RECORDS FOR THIS TASK:
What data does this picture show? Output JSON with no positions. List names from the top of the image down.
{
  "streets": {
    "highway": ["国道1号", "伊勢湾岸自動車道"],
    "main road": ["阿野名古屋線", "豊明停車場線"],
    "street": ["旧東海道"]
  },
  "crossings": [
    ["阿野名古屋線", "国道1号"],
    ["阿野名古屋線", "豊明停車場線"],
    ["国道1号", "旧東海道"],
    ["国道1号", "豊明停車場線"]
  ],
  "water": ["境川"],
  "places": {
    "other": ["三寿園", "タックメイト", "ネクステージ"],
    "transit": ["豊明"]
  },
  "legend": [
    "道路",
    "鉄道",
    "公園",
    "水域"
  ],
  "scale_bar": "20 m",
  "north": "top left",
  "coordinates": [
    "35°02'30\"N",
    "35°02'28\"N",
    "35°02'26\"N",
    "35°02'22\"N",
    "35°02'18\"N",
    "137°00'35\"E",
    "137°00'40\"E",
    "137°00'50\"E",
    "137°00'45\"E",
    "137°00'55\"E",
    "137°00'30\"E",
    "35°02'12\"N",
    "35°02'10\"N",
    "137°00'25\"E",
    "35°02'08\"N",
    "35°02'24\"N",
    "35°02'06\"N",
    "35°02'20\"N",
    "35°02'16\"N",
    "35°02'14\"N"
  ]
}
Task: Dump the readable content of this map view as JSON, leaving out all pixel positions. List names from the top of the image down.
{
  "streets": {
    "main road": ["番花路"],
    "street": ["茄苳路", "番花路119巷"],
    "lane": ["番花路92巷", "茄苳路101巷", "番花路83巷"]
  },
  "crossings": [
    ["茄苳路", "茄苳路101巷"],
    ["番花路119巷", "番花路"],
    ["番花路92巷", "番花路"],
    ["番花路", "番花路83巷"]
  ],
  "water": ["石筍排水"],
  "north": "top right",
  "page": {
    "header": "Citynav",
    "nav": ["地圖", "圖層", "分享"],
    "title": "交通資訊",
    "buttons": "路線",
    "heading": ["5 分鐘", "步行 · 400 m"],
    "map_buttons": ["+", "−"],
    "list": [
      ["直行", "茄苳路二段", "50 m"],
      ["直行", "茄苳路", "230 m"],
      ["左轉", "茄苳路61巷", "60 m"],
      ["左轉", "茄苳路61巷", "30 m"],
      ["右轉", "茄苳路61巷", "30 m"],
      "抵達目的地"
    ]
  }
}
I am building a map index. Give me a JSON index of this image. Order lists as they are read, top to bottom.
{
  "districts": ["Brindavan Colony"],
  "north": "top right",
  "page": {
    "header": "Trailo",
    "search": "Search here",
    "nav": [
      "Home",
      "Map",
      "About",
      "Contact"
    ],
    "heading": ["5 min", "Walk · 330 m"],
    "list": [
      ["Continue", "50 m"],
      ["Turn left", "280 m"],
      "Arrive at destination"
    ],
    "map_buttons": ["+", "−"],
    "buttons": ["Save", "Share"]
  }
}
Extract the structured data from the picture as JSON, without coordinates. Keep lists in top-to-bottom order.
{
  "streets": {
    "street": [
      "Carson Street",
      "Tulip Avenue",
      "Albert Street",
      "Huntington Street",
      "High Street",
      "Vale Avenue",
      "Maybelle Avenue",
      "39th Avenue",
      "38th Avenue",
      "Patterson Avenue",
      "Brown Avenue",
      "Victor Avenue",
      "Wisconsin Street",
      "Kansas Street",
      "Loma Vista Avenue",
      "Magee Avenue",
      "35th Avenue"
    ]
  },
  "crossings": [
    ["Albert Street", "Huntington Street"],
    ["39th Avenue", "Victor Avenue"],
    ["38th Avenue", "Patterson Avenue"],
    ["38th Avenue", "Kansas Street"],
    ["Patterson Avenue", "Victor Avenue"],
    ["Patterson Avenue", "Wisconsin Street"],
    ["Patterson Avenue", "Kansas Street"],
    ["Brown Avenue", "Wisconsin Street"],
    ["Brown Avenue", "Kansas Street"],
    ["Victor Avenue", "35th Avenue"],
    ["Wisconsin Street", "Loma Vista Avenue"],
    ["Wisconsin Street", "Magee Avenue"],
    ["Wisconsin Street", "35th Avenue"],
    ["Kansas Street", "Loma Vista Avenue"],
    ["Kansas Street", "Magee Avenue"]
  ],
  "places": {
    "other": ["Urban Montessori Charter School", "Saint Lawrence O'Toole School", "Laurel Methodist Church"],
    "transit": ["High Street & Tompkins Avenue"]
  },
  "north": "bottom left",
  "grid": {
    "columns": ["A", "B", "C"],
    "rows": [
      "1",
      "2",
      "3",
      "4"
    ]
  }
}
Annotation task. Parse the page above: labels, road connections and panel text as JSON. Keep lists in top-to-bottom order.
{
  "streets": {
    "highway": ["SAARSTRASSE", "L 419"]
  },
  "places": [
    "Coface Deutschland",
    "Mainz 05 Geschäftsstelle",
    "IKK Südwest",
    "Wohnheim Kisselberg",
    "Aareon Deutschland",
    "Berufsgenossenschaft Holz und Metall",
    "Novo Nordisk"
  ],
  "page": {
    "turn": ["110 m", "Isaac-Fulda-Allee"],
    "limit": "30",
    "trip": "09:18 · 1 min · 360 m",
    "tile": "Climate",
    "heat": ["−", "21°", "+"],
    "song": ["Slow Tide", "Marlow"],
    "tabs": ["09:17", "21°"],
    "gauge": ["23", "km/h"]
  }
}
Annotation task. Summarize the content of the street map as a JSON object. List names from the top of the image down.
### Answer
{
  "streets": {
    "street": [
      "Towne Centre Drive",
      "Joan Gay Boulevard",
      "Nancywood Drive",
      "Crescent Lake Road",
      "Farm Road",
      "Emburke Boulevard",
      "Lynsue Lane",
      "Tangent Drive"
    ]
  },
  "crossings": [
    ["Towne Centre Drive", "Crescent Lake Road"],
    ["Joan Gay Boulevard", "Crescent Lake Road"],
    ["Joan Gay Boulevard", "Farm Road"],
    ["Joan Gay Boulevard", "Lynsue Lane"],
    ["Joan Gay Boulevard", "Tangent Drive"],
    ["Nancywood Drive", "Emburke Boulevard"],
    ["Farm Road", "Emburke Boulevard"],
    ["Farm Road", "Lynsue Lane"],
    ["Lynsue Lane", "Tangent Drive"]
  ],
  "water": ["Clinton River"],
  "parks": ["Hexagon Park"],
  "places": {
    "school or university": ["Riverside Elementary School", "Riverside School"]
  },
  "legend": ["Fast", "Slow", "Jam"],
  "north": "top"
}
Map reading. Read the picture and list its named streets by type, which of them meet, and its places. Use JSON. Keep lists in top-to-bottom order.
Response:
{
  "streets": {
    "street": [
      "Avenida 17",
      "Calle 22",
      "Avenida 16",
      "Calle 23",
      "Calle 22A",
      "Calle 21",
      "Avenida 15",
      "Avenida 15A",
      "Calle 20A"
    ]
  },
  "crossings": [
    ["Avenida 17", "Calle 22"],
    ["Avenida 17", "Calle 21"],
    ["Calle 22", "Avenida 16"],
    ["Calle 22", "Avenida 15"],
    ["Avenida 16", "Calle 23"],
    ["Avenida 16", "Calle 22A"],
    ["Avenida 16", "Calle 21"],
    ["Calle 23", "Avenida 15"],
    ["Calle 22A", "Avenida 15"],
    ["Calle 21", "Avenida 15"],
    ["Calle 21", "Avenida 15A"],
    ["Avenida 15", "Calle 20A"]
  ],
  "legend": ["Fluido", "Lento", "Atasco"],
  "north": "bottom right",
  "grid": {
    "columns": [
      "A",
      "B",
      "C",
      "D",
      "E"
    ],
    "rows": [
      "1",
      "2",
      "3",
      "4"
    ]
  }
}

REQUIREMENT: Whenever a line of the data includes the word "positions", show that line in full.

PROBLEM SOLUTION:
What data does this picture show? Output JSON with no positions. List names from the top of the image down.
Task: Dump the readable content of this map view as JSON, leaving out all pixel positions. List names from the top of the image down.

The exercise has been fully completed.